Using the entries below, show all lines with the string "played".

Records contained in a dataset
· · ·

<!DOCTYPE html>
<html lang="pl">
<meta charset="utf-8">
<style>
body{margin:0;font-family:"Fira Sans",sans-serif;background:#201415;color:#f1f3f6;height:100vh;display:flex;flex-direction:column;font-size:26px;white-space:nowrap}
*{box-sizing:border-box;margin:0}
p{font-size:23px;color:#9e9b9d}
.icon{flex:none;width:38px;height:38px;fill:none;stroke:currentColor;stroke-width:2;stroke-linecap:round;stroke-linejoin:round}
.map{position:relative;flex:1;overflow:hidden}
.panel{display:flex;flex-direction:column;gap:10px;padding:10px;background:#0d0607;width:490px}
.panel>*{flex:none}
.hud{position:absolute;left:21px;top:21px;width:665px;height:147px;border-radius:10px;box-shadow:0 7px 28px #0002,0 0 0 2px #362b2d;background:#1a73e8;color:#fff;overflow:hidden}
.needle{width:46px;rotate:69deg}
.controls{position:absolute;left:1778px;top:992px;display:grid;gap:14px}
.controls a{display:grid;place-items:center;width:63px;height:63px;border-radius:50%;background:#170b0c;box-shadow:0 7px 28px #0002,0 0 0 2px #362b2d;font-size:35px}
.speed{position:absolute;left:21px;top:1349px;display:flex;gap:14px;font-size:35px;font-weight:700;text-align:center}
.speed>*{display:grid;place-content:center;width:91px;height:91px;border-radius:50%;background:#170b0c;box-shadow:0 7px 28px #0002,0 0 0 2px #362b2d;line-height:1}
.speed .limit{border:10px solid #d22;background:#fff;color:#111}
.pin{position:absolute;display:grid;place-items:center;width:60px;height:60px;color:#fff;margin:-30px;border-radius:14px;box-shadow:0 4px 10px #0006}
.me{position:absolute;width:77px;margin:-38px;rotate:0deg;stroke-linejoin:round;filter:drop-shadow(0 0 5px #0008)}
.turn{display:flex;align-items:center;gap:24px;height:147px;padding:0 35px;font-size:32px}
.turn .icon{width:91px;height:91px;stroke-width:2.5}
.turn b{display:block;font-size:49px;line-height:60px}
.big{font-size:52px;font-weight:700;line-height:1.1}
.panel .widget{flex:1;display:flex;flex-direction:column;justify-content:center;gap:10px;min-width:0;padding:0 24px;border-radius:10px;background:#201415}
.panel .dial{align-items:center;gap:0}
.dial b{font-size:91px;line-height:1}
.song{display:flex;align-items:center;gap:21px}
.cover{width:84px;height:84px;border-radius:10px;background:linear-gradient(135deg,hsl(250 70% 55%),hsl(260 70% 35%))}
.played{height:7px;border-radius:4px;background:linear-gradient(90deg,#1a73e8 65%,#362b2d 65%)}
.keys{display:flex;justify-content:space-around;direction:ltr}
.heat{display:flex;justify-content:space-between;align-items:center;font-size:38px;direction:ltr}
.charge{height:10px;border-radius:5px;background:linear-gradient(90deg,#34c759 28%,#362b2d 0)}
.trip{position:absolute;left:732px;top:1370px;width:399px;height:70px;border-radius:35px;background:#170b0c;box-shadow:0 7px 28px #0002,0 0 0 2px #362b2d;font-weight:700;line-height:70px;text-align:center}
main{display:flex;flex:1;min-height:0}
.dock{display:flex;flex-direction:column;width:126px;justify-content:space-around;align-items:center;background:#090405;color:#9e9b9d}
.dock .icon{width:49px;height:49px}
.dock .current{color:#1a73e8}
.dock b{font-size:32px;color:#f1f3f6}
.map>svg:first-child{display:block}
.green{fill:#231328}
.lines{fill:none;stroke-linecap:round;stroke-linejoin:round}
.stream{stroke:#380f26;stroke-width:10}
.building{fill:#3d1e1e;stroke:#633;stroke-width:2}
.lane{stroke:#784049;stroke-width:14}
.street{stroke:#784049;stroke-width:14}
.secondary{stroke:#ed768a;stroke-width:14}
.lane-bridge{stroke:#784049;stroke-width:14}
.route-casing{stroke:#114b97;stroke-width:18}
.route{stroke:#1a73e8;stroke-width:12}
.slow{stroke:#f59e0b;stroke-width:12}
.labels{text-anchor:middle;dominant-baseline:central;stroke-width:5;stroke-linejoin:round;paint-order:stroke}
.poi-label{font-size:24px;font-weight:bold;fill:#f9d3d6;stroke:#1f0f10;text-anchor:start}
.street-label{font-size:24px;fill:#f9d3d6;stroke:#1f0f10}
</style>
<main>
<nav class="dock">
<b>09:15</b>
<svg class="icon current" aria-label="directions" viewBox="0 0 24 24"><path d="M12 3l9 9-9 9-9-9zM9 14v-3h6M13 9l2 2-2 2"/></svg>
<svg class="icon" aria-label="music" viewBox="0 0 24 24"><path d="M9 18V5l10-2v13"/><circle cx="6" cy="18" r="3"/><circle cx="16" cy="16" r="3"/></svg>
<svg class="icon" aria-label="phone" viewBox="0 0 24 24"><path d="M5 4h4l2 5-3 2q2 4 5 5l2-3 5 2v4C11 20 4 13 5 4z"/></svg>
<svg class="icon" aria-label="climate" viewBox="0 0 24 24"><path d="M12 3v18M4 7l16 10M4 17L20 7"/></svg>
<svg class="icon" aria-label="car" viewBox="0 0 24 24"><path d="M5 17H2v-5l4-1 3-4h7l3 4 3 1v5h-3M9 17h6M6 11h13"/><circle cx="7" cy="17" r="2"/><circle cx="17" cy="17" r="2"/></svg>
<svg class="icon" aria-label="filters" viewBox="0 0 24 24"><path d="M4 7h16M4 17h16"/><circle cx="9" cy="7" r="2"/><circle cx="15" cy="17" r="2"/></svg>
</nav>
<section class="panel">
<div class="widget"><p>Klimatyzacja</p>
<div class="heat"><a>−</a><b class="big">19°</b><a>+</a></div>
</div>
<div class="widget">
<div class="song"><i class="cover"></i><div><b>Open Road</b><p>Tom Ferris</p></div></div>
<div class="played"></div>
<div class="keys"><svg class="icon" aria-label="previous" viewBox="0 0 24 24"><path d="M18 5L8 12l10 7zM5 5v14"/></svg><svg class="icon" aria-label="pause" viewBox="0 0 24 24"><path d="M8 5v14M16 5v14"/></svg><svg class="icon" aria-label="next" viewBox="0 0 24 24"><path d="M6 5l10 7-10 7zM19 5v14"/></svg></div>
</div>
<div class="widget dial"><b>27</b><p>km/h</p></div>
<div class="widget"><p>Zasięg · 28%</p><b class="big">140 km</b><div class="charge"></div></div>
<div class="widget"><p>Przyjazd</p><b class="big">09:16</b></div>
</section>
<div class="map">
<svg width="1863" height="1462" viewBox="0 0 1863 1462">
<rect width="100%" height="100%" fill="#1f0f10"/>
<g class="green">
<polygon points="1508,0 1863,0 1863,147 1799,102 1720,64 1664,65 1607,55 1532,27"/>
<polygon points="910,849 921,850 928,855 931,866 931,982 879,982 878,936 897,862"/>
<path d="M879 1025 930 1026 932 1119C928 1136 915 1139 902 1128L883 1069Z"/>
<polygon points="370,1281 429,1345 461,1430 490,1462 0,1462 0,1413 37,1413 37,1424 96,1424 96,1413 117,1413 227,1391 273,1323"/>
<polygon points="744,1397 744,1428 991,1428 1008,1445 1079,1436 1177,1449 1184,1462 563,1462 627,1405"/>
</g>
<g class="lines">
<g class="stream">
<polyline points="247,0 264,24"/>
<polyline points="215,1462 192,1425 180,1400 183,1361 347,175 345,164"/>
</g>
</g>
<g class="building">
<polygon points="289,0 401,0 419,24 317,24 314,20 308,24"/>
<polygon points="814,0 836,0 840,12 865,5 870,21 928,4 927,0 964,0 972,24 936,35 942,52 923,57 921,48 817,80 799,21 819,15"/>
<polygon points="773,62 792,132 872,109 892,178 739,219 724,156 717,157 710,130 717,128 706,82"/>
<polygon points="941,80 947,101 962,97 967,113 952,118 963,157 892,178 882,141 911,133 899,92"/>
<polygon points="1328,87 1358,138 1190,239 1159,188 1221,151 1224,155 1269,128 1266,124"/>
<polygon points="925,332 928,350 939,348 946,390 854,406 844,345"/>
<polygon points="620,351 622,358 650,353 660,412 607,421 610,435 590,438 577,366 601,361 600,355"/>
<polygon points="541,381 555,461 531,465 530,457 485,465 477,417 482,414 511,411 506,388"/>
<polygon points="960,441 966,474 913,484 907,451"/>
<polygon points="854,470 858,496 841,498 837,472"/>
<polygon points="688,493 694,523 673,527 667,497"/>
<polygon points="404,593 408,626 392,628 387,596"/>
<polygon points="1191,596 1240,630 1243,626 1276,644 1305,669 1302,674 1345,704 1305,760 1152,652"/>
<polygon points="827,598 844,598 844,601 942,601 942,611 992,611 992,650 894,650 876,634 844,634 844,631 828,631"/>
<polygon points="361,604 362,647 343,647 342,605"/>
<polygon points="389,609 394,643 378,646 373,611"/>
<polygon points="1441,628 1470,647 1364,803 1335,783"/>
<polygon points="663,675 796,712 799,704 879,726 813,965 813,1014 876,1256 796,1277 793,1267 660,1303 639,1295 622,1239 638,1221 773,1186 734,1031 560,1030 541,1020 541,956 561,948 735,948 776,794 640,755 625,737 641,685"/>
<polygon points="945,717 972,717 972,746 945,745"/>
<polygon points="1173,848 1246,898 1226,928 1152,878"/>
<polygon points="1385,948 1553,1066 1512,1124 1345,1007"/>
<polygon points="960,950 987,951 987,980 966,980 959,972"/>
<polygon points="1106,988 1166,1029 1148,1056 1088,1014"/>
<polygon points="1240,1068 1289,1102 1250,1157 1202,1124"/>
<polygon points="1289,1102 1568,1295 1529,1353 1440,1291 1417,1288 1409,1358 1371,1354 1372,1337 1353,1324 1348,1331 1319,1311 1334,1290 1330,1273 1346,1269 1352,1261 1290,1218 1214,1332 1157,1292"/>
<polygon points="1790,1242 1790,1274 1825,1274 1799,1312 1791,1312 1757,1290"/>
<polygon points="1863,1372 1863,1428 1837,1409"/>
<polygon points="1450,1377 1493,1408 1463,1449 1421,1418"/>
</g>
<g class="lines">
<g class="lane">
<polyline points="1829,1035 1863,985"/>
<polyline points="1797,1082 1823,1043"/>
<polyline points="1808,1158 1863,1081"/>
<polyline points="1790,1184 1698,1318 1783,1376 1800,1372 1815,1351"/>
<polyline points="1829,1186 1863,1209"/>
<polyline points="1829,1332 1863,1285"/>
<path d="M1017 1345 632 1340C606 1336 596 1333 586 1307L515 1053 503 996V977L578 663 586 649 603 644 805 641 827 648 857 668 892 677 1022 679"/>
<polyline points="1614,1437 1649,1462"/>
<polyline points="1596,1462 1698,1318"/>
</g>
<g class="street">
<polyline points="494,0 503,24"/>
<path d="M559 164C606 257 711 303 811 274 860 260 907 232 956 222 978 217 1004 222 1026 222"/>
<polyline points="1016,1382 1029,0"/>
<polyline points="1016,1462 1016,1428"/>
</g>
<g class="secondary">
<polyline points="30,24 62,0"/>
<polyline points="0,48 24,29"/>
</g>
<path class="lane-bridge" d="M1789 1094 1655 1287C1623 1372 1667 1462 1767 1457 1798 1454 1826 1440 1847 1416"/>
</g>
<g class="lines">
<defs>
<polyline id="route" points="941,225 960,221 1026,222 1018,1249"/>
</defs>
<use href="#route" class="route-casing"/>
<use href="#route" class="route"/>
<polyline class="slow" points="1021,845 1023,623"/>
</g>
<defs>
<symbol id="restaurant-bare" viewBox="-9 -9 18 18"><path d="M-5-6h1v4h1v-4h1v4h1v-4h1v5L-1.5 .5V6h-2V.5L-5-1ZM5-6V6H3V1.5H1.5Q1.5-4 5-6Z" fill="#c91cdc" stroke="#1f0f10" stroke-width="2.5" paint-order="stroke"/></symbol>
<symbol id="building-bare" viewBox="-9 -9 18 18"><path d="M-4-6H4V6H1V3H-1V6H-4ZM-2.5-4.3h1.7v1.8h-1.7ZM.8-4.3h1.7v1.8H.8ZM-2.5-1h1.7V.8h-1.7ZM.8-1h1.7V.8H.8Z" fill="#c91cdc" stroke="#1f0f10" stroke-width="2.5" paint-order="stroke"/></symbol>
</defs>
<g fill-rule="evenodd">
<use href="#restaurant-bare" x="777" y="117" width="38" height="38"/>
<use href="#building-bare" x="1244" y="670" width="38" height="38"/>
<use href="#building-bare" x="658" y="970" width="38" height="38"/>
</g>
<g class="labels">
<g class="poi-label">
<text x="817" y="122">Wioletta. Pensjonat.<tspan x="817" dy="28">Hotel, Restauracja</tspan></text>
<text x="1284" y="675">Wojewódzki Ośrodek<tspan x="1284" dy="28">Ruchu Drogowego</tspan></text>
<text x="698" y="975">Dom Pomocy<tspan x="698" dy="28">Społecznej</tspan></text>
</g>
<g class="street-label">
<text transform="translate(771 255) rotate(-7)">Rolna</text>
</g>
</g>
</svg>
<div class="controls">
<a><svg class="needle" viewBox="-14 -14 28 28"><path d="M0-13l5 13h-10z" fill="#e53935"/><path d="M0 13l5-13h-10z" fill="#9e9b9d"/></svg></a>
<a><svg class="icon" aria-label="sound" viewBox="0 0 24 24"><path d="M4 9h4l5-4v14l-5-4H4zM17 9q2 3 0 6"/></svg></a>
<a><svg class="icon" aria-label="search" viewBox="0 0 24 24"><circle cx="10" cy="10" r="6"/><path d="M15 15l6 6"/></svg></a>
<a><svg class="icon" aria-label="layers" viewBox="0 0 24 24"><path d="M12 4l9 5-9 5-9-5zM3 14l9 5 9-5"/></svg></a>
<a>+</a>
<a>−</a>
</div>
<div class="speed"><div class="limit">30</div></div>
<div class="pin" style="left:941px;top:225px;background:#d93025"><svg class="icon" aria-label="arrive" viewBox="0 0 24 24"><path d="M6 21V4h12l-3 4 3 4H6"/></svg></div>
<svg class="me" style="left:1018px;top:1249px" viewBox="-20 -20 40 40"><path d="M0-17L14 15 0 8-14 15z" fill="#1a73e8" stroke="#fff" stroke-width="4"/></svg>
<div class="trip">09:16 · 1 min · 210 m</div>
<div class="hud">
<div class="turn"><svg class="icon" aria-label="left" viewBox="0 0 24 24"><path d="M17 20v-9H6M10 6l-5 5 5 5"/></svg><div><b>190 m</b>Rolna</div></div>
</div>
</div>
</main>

· · ·

:: Exercise output ::
.played{height:7px;border-radius:4px;background:linear-gradient(90deg,#1a73e8 65%,#362b2d 65%)}
<div class="played"></div>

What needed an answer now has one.